Stored items:
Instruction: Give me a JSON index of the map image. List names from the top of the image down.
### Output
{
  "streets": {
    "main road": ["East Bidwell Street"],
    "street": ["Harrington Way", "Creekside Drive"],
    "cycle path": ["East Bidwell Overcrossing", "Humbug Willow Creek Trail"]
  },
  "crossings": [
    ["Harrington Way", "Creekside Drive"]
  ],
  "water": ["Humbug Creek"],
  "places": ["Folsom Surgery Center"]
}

* * *

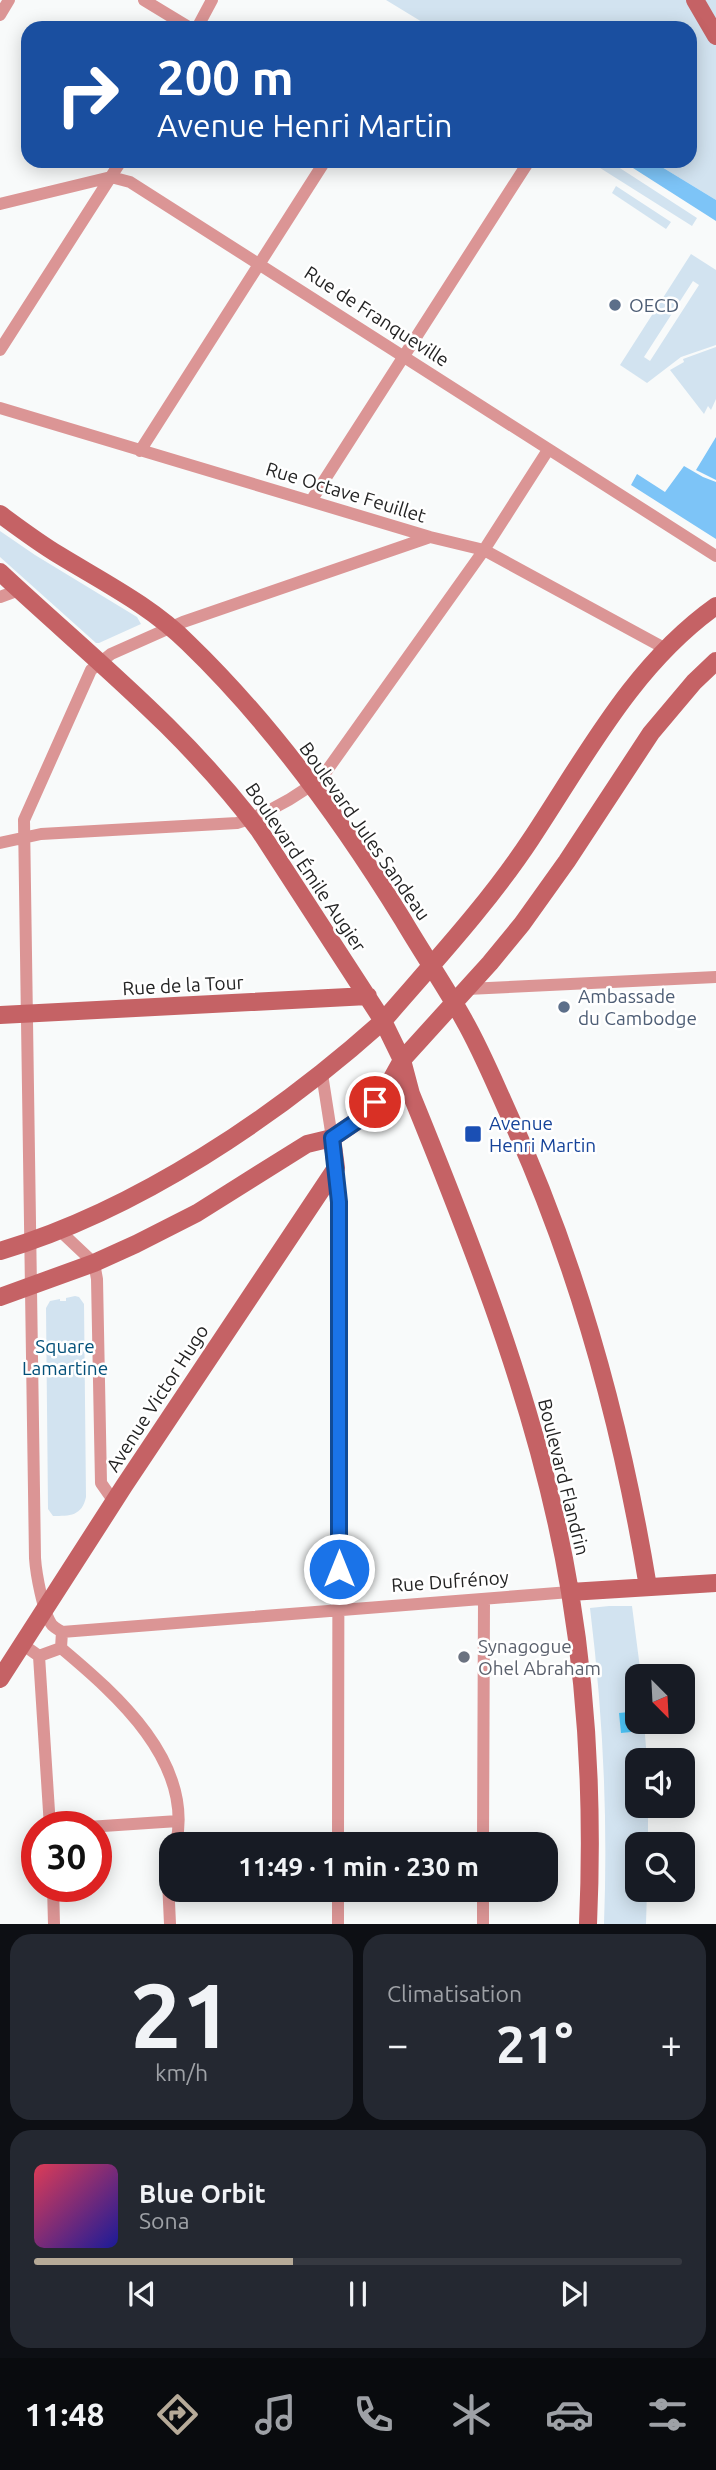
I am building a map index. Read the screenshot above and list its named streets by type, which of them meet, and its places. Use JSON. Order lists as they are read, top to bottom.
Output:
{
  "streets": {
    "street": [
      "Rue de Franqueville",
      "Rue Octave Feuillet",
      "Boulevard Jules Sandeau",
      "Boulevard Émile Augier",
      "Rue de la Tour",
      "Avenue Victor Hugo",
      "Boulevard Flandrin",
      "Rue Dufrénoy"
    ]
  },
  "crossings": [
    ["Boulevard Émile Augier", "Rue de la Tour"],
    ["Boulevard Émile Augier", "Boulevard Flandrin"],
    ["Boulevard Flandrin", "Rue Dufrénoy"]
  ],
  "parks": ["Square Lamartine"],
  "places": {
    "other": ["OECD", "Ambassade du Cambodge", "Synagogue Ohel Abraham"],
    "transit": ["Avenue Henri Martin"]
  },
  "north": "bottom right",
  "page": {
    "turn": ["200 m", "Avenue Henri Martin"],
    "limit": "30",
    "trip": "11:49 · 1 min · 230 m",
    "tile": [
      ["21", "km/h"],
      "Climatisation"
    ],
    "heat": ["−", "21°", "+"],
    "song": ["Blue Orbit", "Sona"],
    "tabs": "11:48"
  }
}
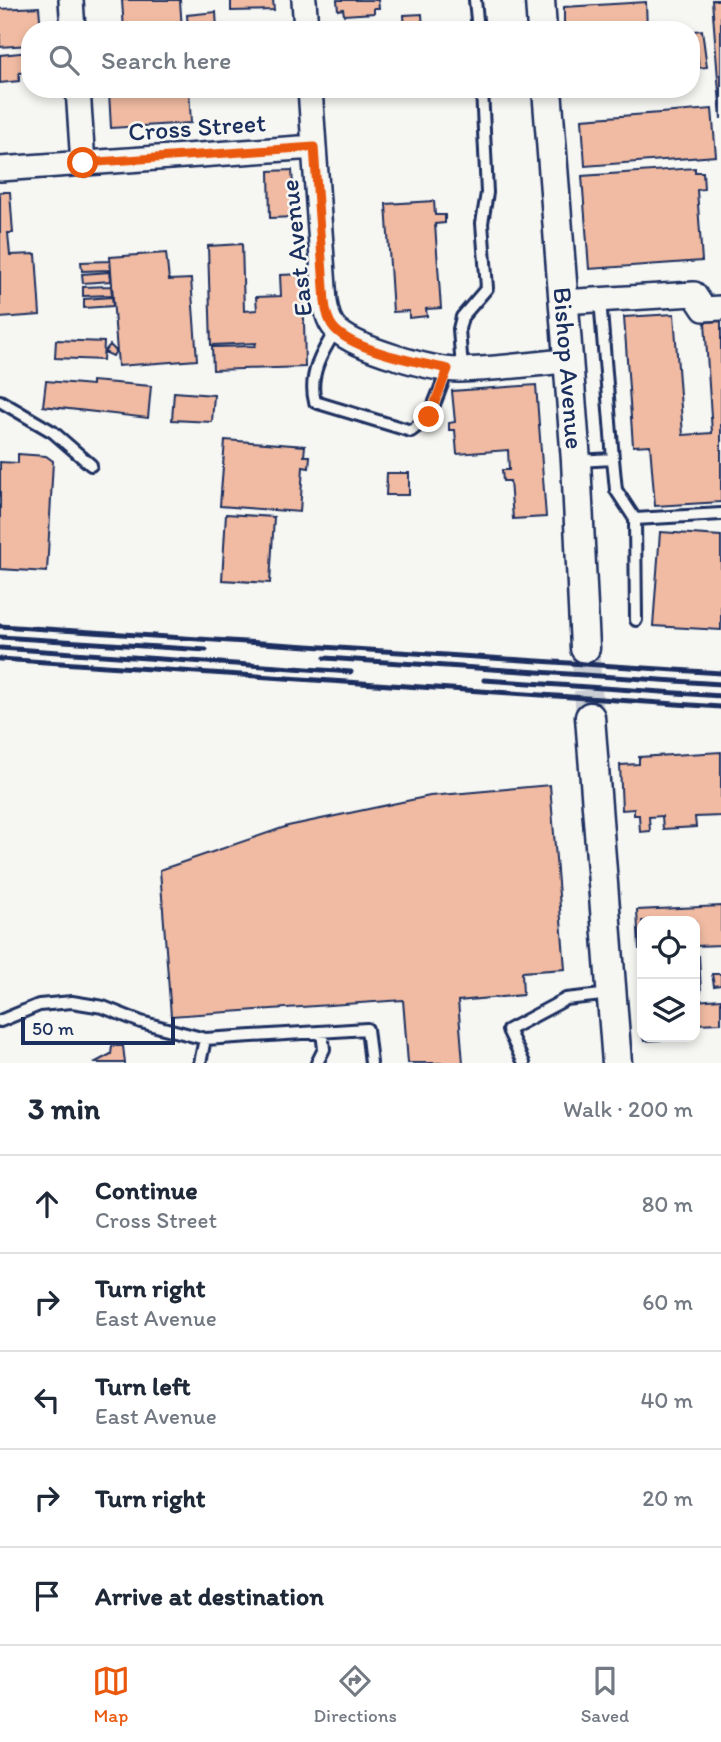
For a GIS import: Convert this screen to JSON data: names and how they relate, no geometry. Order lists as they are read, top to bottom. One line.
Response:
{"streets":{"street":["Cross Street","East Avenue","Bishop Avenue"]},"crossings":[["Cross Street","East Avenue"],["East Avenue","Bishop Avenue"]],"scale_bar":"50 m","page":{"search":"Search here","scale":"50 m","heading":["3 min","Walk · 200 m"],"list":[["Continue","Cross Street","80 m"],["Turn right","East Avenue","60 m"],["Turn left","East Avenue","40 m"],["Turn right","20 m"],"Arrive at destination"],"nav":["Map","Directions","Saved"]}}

--

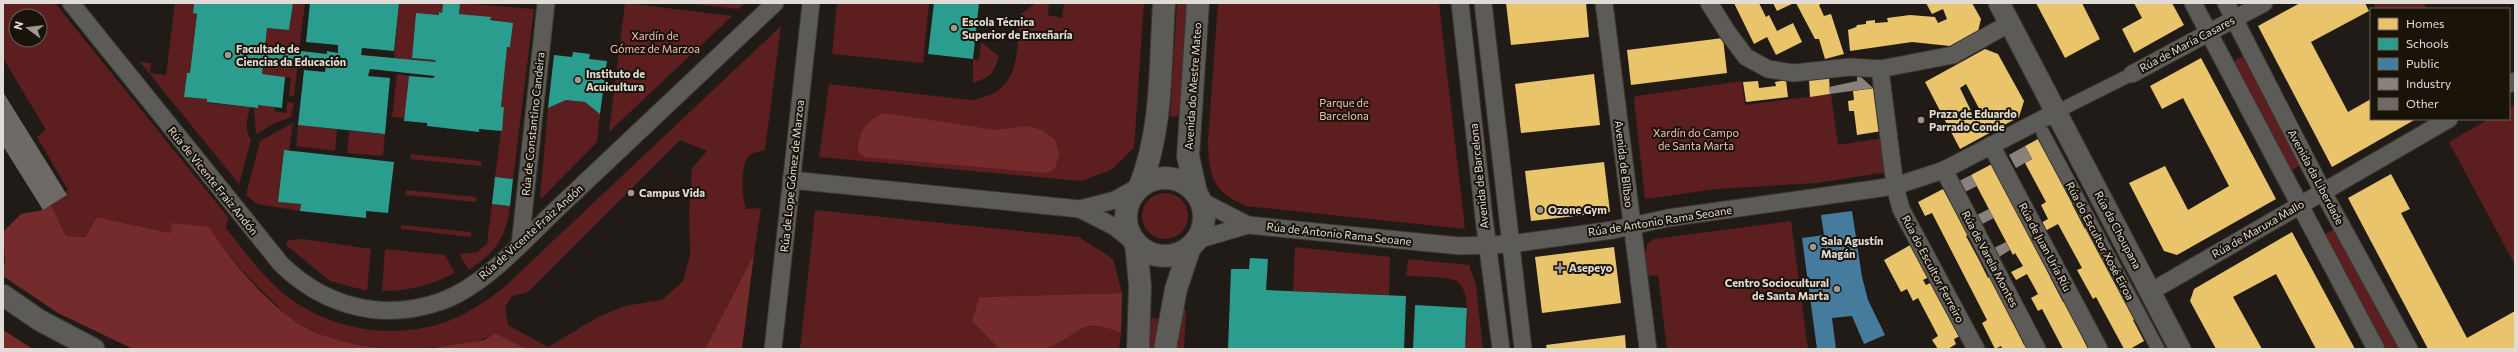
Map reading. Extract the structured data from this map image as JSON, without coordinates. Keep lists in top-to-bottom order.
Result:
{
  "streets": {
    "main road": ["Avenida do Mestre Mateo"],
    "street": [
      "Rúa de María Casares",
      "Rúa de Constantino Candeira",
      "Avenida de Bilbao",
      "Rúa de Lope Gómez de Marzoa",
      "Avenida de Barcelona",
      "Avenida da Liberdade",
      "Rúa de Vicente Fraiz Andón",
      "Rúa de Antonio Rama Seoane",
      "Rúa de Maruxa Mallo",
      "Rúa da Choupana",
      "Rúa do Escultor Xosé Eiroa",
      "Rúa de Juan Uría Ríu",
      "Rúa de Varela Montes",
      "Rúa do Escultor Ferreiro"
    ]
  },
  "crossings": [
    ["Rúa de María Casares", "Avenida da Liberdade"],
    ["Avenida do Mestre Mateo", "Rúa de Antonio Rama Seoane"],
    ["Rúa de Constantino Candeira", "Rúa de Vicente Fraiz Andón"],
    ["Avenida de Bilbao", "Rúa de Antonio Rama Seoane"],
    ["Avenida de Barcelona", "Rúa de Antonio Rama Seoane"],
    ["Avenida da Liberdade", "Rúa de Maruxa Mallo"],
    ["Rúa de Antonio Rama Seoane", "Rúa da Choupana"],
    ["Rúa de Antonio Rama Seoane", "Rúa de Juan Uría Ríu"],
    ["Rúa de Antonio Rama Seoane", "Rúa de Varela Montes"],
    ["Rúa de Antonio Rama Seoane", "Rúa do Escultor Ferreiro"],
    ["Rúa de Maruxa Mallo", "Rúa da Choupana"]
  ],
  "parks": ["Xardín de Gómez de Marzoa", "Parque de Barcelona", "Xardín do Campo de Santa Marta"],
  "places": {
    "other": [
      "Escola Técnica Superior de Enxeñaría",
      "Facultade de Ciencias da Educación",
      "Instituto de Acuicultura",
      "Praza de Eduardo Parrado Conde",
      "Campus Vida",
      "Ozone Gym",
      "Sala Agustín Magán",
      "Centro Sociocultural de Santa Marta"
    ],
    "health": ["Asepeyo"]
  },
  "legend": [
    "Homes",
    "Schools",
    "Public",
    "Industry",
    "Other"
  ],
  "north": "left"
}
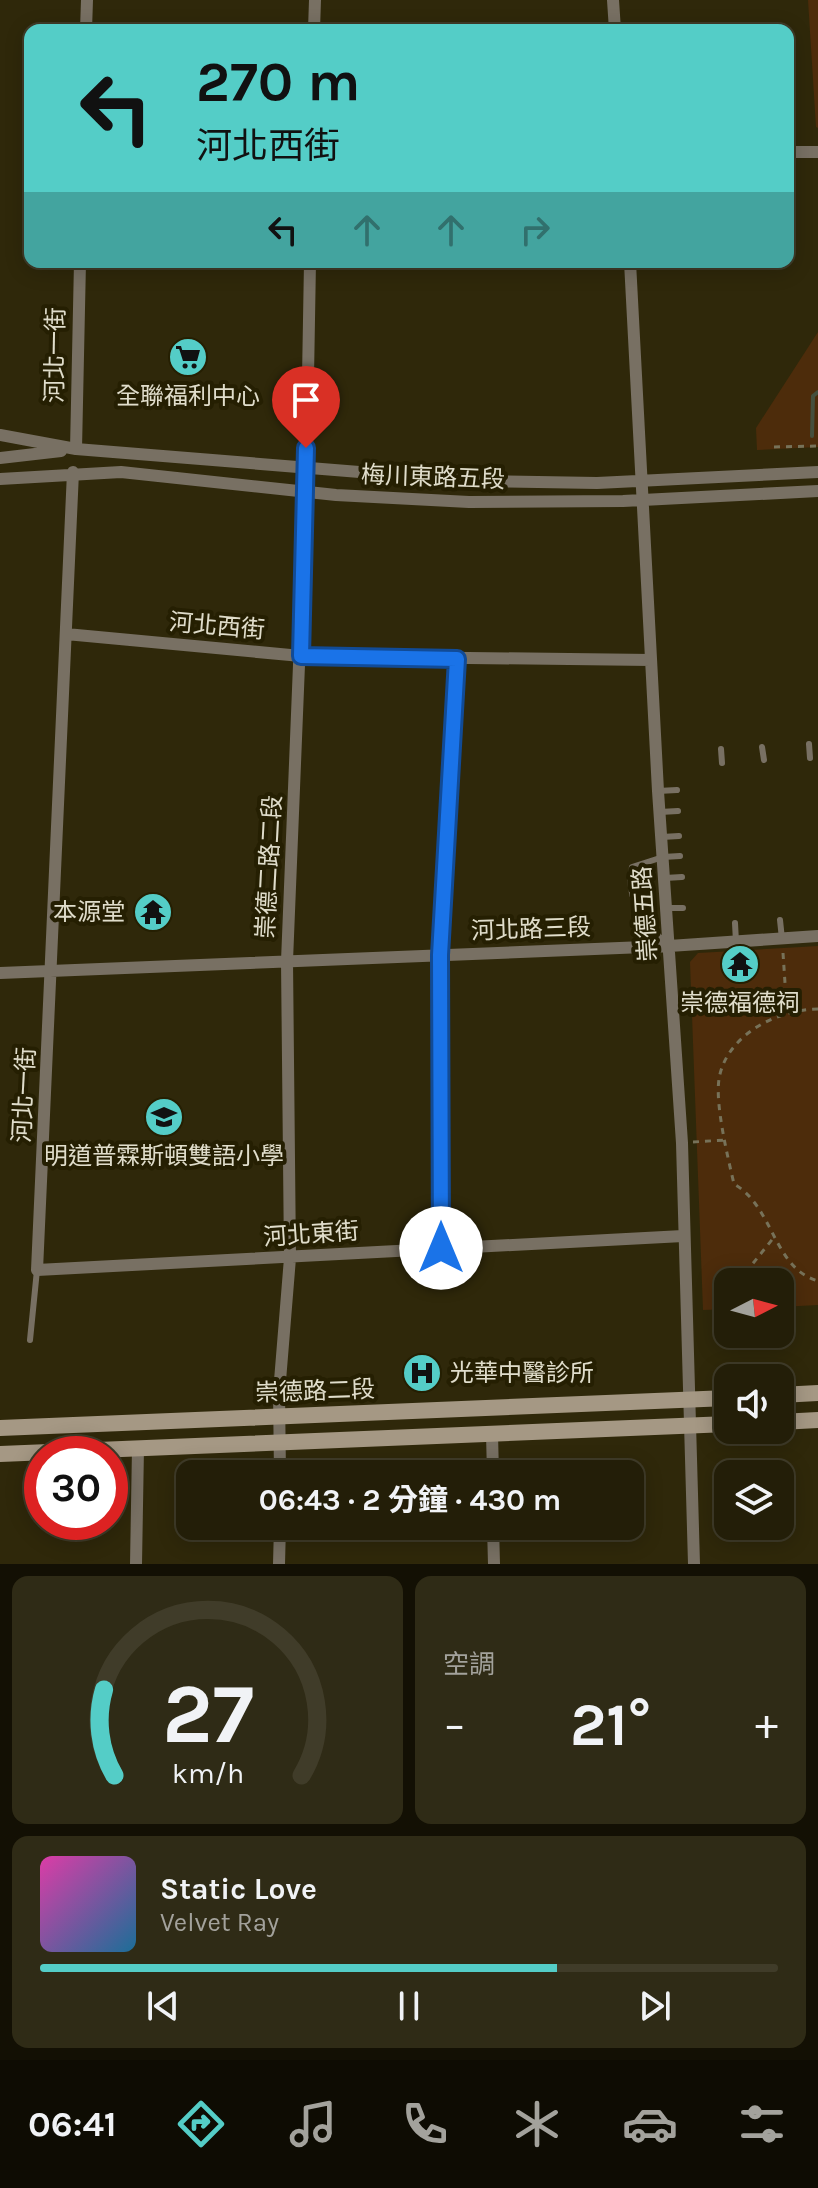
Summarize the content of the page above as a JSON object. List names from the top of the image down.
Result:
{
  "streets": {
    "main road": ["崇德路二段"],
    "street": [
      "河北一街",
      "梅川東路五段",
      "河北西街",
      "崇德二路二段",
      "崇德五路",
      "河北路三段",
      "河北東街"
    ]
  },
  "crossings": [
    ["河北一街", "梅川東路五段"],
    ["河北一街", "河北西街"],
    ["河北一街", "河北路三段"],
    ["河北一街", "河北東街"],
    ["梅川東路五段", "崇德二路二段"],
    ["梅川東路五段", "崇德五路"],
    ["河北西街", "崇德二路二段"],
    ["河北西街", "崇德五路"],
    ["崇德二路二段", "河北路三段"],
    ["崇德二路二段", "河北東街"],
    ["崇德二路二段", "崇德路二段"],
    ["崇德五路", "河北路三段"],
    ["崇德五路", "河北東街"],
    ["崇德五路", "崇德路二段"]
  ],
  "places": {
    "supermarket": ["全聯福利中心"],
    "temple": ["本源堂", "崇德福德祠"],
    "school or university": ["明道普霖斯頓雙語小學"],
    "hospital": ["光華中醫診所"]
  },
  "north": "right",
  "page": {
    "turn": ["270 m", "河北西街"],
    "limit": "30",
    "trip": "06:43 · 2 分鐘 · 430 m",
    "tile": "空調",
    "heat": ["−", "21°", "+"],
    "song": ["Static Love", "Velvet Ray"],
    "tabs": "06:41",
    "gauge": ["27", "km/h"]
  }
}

**Task objective:** Go through the entries and copy every line with "index".

**Output of the task:**
Instruction: Give me a JSON index of the map image. List names from the top of the image down.
I am building a map index. Read the screenshot above and list its named streets by type, which of them meet, and its places. Use JSON. Order lists as they are read, top to bottom.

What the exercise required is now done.